I wrote an email to Ziva saying I would like to meet her. She’s quite a character, so she said, “Before you come and meet me, I would like to see your previous films.” So I sent DVDs, and I received another email a couple of weeks later saying, “Okay, now you can come.”

H: You address Postec’s other work, but was Shoah always intended to be the central hook of the documentary?

CH: The simple answer is that I was interested in Ziva because she was the editor of Shoah. But I don’t think I could have made a film if her life had not been so interesting. The main challenge was that I did not want it to be a simple portrait of Ziva, but neither did I want it to be a making of Shoah, which could have been easy, since I had access to all the footage.

The question became “Why would someone edit a film on such a difficult subject for six years?” I mean, who would do that? You have to understand why she became so obsessed with it. And that’s why it worked out with Claude Lanzmann. He was obsessed and she was obsessed.

H: When a director-editor partnership does have some degree of fame, it tends to be with fiction filmmaking partnerships (e.g. Quentin Tarantino and Sally Menke). Do you have any ideas as to why the role of editors seems somewhat downplayed when it comes to documentaries?

CH: Most editors you’ll talk to will tell you that editing a fiction film is, of course, creation. But it’s nothing compared to the work you do in documentary, where you’re literally rewriting the whole film. You wrote a script and then you shot something different from the script, because it’s not actors, it’s human beings and real life. And then you bring this footage to the editing room and have to rethink. From that footage, you can tell many stories. With your editor, you discuss what story you’re going to tell.

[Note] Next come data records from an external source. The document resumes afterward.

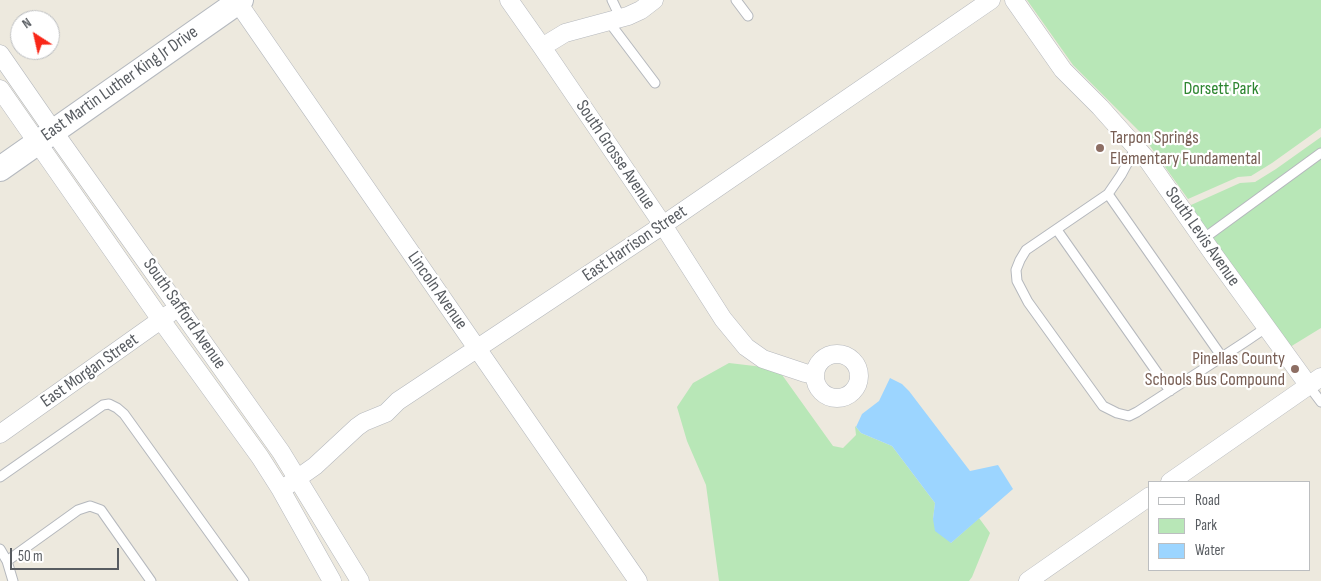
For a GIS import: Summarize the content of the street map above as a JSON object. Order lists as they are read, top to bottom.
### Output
{
  "streets": {
    "street": [
      "East Martin Luther King Jr Drive",
      "South Grosse Avenue",
      "South Levis Avenue",
      "East Harrison Street",
      "Lincoln Avenue",
      "South Safford Avenue",
      "East Morgan Street"
    ]
  },
  "crossings": [
    ["East Martin Luther King Jr Drive", "Lincoln Avenue"],
    ["East Martin Luther King Jr Drive", "South Safford Avenue"],
    ["South Grosse Avenue", "East Harrison Street"],
    ["East Harrison Street", "Lincoln Avenue"],
    ["East Harrison Street", "South Safford Avenue"],
    ["South Safford Avenue", "East Morgan Street"]
  ],
  "parks": ["Dorsett Park"],
  "places": ["Tarpon Springs Elementary Fundamental", "Pinellas County Schools Bus Compound"],
  "legend": ["Road", "Park", "Water"],
  "scale_bar": "50 m",
  "north": "top left"
}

So why is that creative work downplayed? Well, firstly, most directors have egos, and they sometimes forget that the film may be one person’s vision, but it’s also the result of the work of a whole team. Editing is also not that glamorous. The result is visible, but the process isn’t, because the process is discussion with the director. It’s put in the hands of the editor, and then manipulating the thing is maybe 1% of the work, because editing is all about thinking and making links, creating and nourishing the story. It’s a field of work that I think is misunderstood. If you say you’re a cameraman, everybody knows what you’re doing. If you say you’re an editor, for some people — and even for some directors — it’s not so obvious what it’s like.

Catherine Hébert (courtesy Vimeo)

H: Do you see any irony in Lanzmann reconstructing a lost history with Shoah, but then going on to minimize Postec’s role in its legacy?

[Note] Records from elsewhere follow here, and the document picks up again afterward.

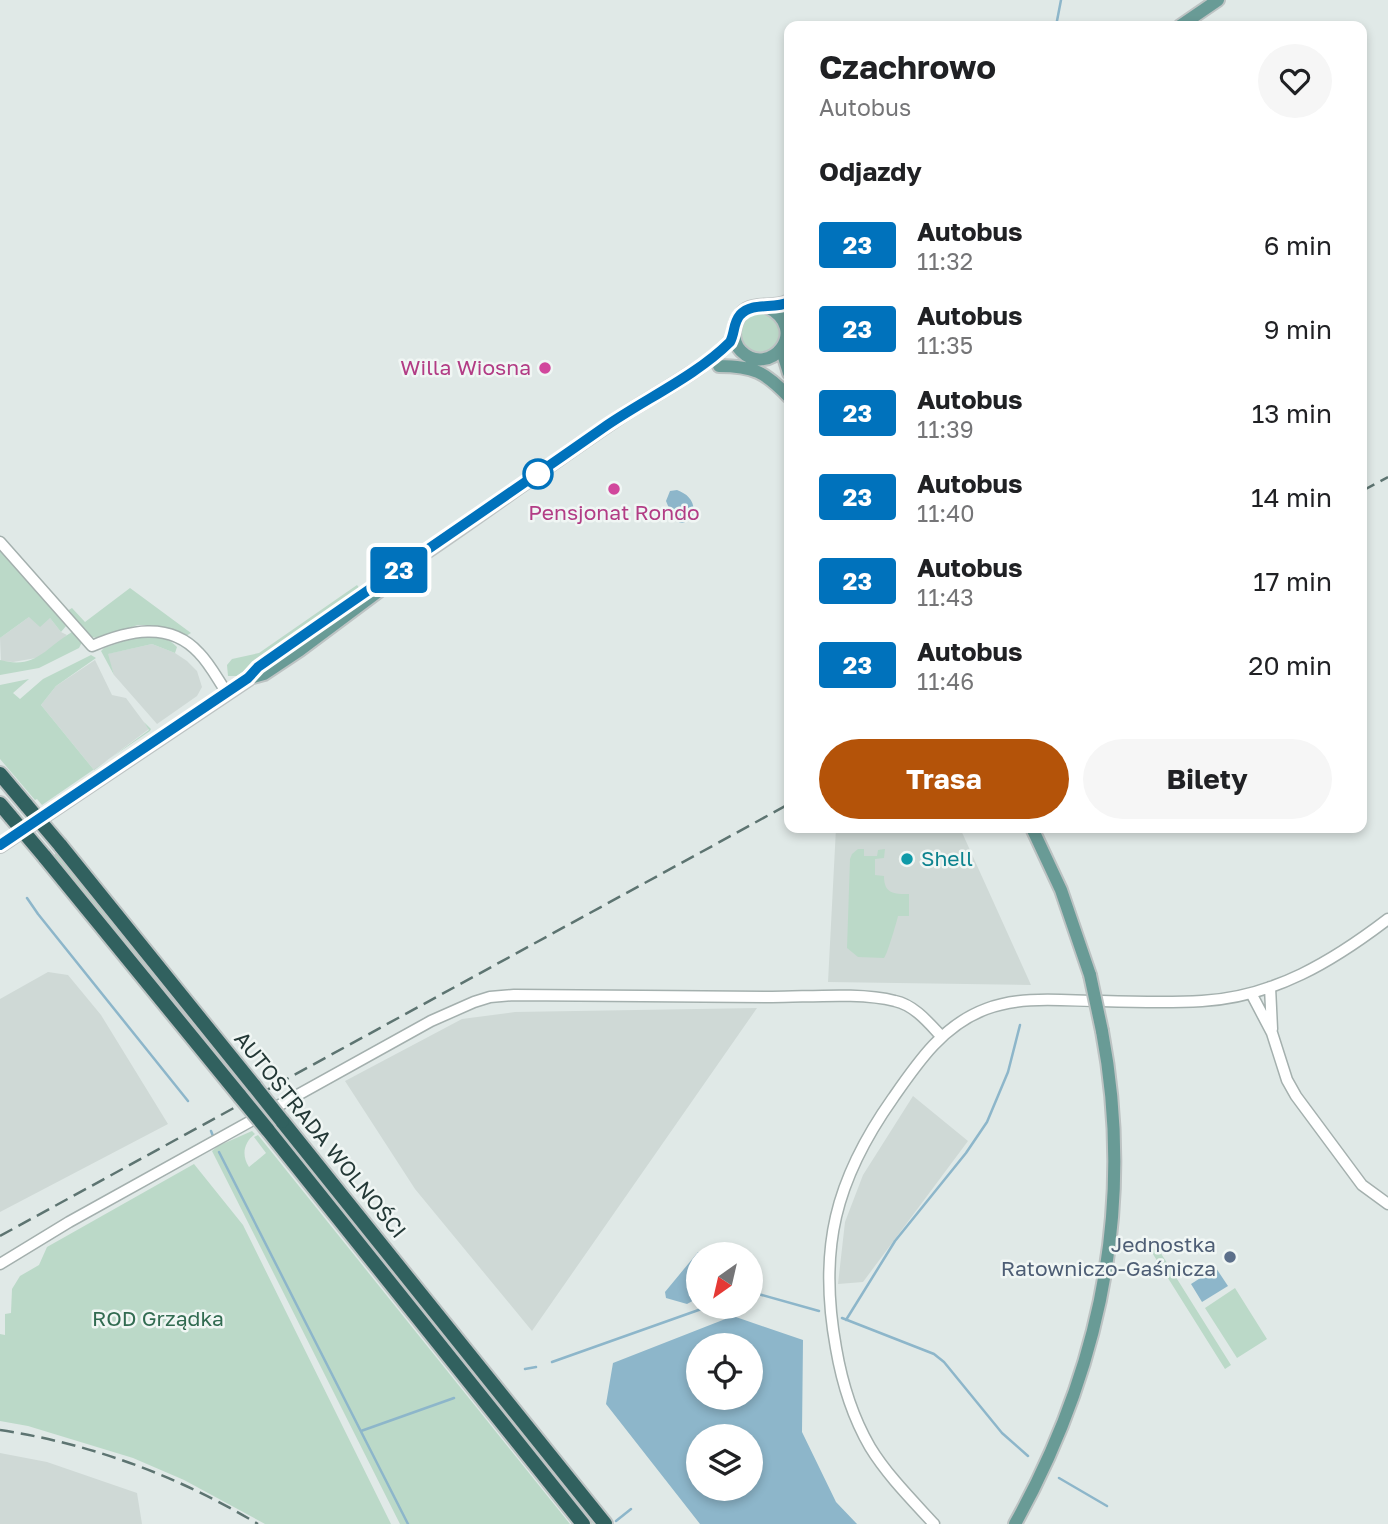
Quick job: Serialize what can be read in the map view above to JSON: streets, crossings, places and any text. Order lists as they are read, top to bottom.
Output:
{
  "streets": {
    "highway": ["AUTOSTRADA WOLNOŚCI"]
  },
  "parks": ["ROD Grządka"],
  "places": [
    "Willa Wiosna",
    "Pensjonat Rondo",
    "Shell",
    "Jednostka Ratowniczo-Gaśnicza"
  ],
  "lines": ["bus line 23"],
  "north": "bottom left",
  "page": {
    "on_map": "23",
    "heading": [
      ["Czachrowo", "Autobus"],
      "Odjazdy"
    ],
    "list": [
      {
        "mark": "23",
        "name": "Autobus",
        "note": "11:32",
        "value": "6 min"
      },
      {
        "mark": "23",
        "name": "Autobus",
        "note": "11:35",
        "value": "9 min"
      },
      {
        "mark": "23",
        "name": "Autobus",
        "note": "11:39",
        "value": "13 min"
      },
      {
        "mark": "23",
        "name": "Autobus",
        "note": "11:40",
        "value": "14 min"
      },
      {
        "mark": "23",
        "name": "Autobus",
        "note": "11:43",
        "value": "17 min"
      },
      {
        "mark": "23",
        "name": "Autobus",
        "note": "11:46",
        "value": "20 min"
      }
    ],
    "buttons": ["Trasa", "Bilety"]
  }
}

CH: I do. I think it’s very ironic that he tried to erase Ziva — and not only Ziva, but lots of his collaborators — from the history of the film.

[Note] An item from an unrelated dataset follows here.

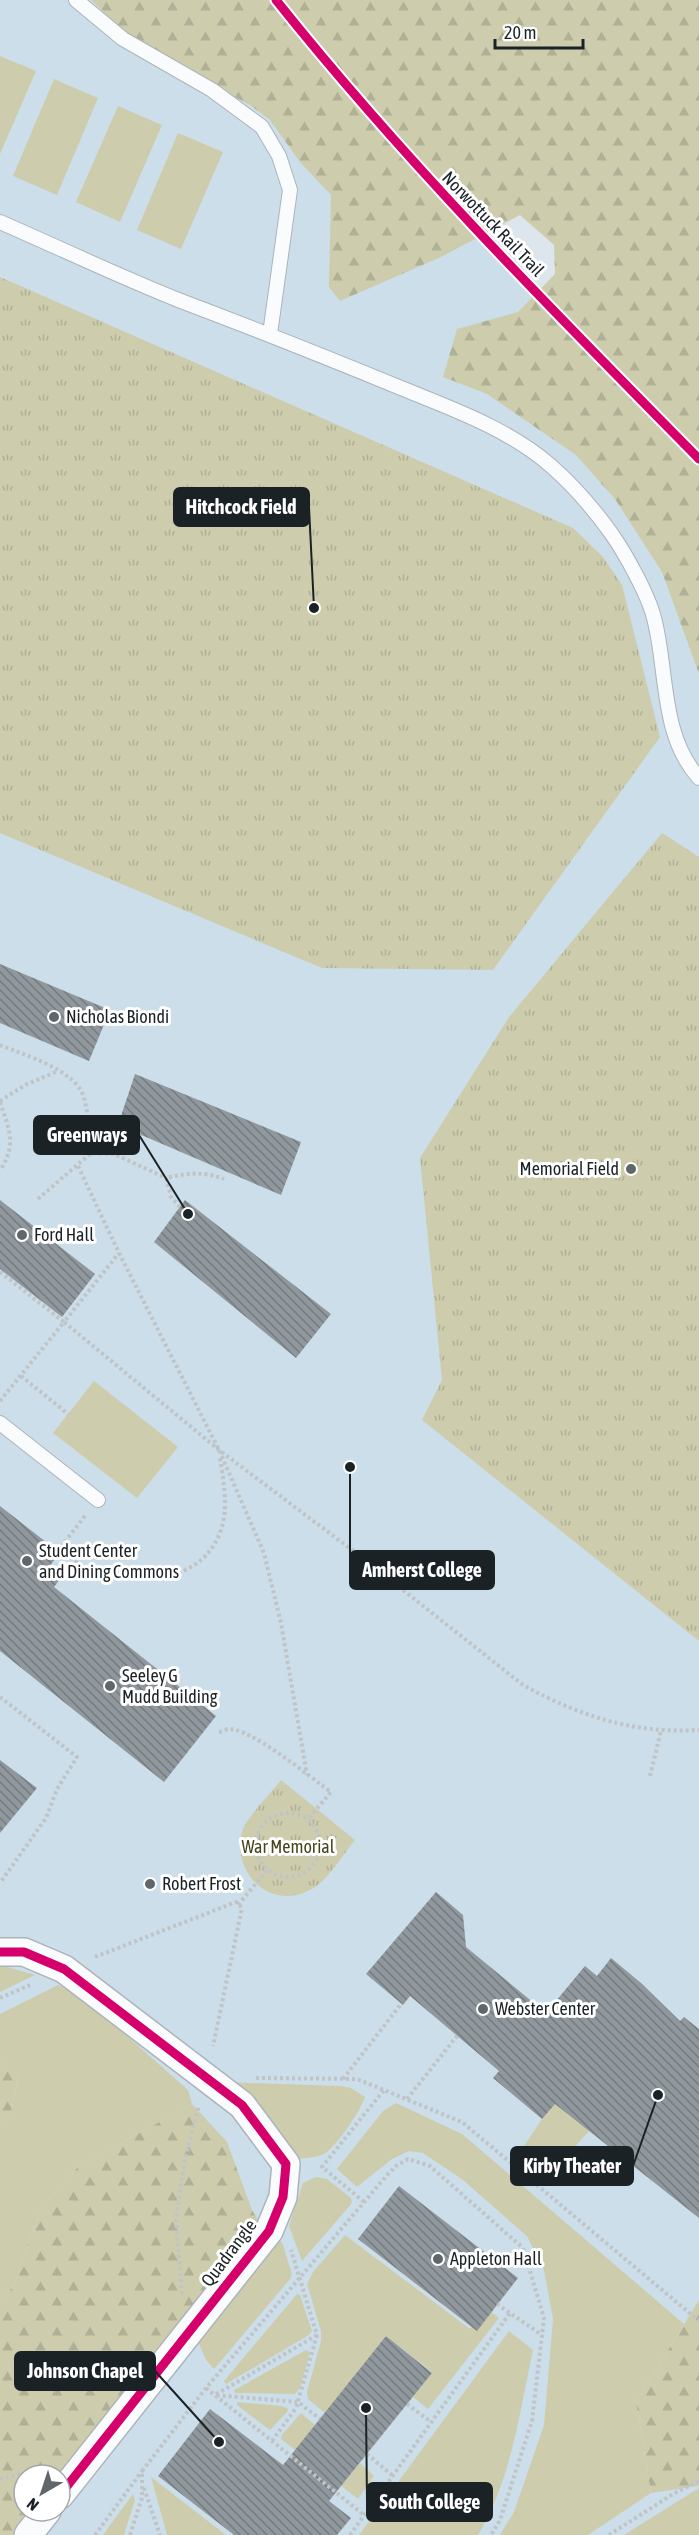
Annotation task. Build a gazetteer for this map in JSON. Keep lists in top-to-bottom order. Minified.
{"streets":{"street":["Quadrangle"],"cycle path":["Norwottuck Rail Trail"]},"parks":["War Memorial"],"places":["Hitchcock Field","Nicholas Biondi","Memorial Field","Greenways","Ford Hall","Amherst College","Student Center and Dining Commons","Seeley G Mudd Building","Robert Frost","Webster Center","Kirby Theater","Appleton Hall","South College","Johnson Chapel"],"scale_bar":"20 m","north":"bottom left"}
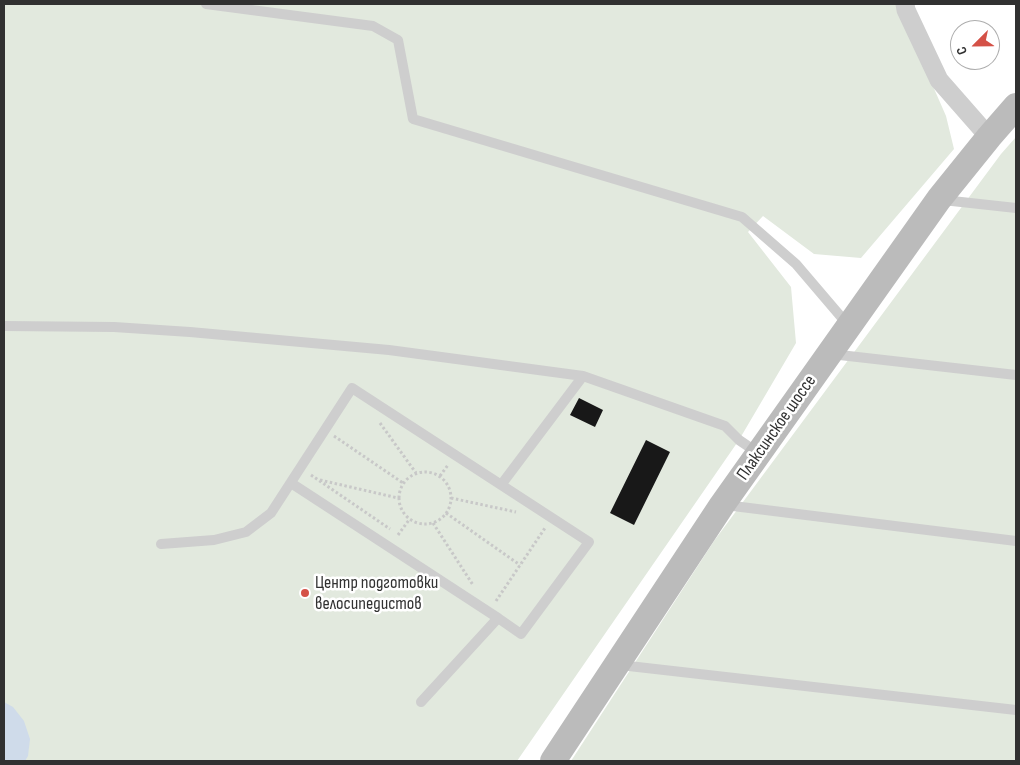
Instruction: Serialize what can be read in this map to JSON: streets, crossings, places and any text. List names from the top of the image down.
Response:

There is an interesting story… Lanzmann was the lover of Simone de Beauvoir [from 1952 to 1959]. When the film came out, de Beauvoir wrote an editorial that appeared on the front page of the French newspaper Le Monde. She mentions the editing I think three times, and at some point she refers to “the magnificent editing of Claude Lanzmann.” This editorial was meant to become the prologue of the book of Shoah. And then Ziva got really mad and said, “This isn’t the editing of Claude Lanzmann.” Instead of putting in Ziva’s name, they took out the word “editing” and replaced it with “construction” — “The magnificent construction of Claude Lanzmann.” For a reason I can’t define, he wanted to be seen as the sole author of the film. And of course, he is the author, but that’s not the point.

H: All authors have editors.

CH: Yeah. So yes, it’s ironic. My film is about memory, but also a lot about creation. I hope it puts in light not only the work of Ziva, but the work of editors in general.

From Ziva Postec (courtesy Edinburgh International Film Festival)

Ziva Postec. The Editor Behind the Film Shoah is currently playing at various film festivals.